• _What to produce_: Scan the data below for the string "bottom". Show every line where it turns up.
━━ Stored data
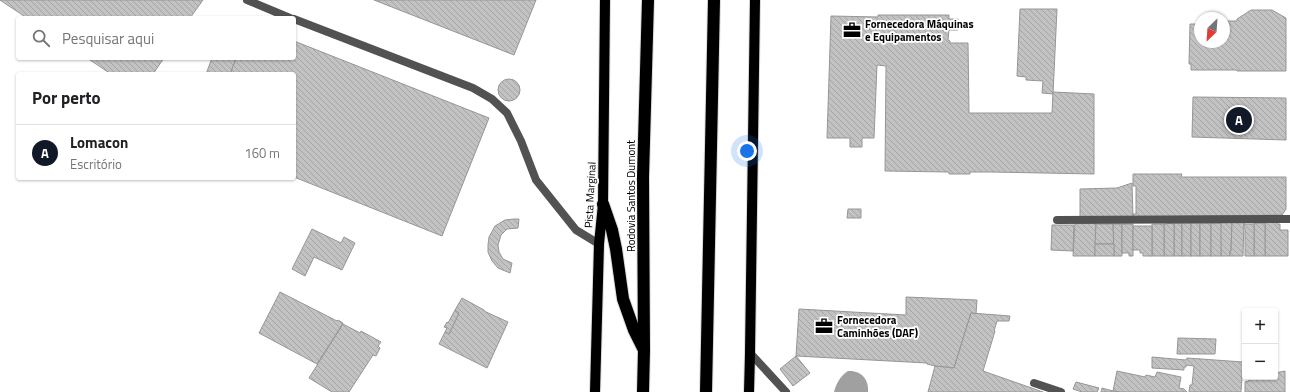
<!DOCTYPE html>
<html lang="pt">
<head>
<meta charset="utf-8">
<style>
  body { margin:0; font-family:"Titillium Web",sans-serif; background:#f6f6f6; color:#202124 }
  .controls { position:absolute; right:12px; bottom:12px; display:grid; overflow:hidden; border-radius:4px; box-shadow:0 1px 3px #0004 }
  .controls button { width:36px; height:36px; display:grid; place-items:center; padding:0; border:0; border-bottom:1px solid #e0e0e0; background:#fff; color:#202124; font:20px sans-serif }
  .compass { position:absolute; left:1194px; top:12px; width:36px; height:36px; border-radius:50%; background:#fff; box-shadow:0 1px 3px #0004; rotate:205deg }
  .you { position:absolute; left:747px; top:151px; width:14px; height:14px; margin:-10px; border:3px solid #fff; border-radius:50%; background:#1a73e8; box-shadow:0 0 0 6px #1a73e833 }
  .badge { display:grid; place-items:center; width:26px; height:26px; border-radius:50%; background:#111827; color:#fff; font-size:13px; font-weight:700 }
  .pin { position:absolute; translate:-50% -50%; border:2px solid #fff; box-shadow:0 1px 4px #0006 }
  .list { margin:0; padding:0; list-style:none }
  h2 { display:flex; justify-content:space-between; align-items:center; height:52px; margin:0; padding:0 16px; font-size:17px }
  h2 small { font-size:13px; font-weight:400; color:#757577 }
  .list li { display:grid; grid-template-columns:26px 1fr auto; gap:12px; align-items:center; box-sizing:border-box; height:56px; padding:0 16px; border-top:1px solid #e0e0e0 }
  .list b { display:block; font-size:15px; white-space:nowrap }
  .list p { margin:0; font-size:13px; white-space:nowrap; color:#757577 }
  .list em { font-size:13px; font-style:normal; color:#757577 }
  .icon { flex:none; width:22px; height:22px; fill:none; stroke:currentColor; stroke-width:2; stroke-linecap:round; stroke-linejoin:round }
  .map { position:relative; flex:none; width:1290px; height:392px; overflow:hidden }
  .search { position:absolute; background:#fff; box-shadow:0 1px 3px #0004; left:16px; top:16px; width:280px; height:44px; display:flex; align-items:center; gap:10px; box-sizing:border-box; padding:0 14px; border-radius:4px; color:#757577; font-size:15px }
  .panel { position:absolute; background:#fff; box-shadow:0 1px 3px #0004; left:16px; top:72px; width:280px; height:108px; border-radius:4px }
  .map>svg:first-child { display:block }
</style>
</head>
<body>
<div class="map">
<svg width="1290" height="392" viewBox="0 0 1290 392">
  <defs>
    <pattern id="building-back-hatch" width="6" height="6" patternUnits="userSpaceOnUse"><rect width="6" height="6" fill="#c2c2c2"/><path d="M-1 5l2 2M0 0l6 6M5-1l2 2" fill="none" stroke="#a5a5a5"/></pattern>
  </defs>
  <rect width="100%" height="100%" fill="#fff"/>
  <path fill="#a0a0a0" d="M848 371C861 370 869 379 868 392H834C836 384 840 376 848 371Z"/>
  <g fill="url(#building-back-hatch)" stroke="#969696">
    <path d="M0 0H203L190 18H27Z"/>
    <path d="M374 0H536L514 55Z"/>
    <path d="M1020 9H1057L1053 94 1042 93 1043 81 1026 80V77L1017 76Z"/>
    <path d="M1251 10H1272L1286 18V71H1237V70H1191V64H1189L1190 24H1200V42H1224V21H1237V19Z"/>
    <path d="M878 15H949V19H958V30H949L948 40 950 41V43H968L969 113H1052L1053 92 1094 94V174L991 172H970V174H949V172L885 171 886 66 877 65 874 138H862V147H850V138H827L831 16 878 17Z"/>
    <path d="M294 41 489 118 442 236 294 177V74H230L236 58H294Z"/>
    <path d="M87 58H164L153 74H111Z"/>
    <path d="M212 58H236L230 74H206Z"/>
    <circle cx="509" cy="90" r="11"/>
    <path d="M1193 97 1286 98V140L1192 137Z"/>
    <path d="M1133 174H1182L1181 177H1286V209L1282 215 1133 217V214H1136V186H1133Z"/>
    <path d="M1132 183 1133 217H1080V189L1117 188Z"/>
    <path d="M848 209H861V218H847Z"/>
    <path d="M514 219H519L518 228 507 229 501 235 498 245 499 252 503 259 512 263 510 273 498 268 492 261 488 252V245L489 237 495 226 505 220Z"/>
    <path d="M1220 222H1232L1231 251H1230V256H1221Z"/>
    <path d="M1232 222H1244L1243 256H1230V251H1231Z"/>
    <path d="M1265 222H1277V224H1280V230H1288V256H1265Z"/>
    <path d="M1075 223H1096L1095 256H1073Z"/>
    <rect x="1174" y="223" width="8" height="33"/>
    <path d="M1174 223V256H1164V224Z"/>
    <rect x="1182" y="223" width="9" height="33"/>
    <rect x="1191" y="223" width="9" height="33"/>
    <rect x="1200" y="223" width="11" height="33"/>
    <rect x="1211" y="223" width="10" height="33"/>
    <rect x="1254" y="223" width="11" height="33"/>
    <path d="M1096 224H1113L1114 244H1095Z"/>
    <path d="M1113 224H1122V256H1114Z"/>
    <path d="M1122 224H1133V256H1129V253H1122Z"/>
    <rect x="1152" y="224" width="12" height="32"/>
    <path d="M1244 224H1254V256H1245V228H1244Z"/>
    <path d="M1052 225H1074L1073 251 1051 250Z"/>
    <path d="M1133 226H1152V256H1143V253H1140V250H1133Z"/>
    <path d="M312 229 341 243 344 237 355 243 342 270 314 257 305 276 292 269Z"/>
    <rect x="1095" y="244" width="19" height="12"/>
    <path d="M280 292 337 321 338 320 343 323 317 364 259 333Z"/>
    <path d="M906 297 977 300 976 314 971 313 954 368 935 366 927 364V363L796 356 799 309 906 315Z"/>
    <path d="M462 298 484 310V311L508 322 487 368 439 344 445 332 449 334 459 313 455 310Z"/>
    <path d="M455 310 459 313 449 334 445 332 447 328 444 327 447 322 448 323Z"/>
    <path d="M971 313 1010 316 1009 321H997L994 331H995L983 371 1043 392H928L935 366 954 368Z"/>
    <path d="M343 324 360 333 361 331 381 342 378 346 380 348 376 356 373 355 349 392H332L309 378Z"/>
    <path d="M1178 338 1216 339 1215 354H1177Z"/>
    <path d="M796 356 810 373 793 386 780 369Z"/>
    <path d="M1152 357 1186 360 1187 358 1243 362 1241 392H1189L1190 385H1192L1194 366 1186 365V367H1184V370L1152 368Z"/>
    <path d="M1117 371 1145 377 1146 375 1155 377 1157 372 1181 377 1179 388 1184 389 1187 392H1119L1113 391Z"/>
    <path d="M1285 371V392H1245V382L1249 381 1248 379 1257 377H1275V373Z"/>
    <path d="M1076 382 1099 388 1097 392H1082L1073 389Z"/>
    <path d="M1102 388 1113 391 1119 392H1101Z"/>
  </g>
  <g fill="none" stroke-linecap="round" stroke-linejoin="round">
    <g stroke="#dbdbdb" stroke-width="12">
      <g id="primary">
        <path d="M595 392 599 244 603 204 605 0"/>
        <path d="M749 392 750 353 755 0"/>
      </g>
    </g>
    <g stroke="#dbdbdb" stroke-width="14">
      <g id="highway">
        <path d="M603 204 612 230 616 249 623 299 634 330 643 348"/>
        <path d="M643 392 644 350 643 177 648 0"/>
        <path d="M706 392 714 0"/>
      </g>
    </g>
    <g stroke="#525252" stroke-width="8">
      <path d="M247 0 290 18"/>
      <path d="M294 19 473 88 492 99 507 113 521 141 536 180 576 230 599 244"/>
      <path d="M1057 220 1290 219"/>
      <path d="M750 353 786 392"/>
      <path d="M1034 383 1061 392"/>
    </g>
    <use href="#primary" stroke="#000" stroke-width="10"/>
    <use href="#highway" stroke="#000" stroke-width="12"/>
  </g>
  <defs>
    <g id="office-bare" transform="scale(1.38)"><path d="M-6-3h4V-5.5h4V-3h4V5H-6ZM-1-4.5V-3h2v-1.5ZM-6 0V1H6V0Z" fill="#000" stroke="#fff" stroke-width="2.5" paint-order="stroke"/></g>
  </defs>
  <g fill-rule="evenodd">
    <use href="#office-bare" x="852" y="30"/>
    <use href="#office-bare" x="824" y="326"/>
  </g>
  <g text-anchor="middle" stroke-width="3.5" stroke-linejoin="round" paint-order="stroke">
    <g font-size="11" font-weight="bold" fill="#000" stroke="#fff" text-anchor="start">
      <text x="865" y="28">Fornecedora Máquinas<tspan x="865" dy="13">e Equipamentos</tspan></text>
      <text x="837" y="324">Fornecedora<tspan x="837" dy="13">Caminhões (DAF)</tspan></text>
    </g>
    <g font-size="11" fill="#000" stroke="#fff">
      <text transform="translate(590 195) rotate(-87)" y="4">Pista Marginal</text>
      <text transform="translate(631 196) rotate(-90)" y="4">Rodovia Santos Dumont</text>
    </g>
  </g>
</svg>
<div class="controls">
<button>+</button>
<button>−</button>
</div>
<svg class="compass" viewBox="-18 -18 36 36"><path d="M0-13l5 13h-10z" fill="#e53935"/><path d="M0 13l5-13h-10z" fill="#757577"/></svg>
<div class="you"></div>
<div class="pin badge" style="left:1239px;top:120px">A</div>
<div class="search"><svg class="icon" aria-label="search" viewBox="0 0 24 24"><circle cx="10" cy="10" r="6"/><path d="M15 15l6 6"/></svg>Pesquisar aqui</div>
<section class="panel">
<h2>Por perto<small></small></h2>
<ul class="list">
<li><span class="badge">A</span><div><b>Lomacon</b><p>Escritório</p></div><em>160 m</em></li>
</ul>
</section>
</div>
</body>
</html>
━━━━
• _Response to the task_:
  .controls { position:absolute; right:12px; bottom:12px; display:grid; overflow:hidden; border-radius:4px; box-shadow:0 1px 3px #0004 }
  .controls button { width:36px; height:36px; display:grid; place-items:center; padding:0; border:0; border-bottom:1px solid #e0e0e0; background:#fff; color:#202124; font:20px sans-serif }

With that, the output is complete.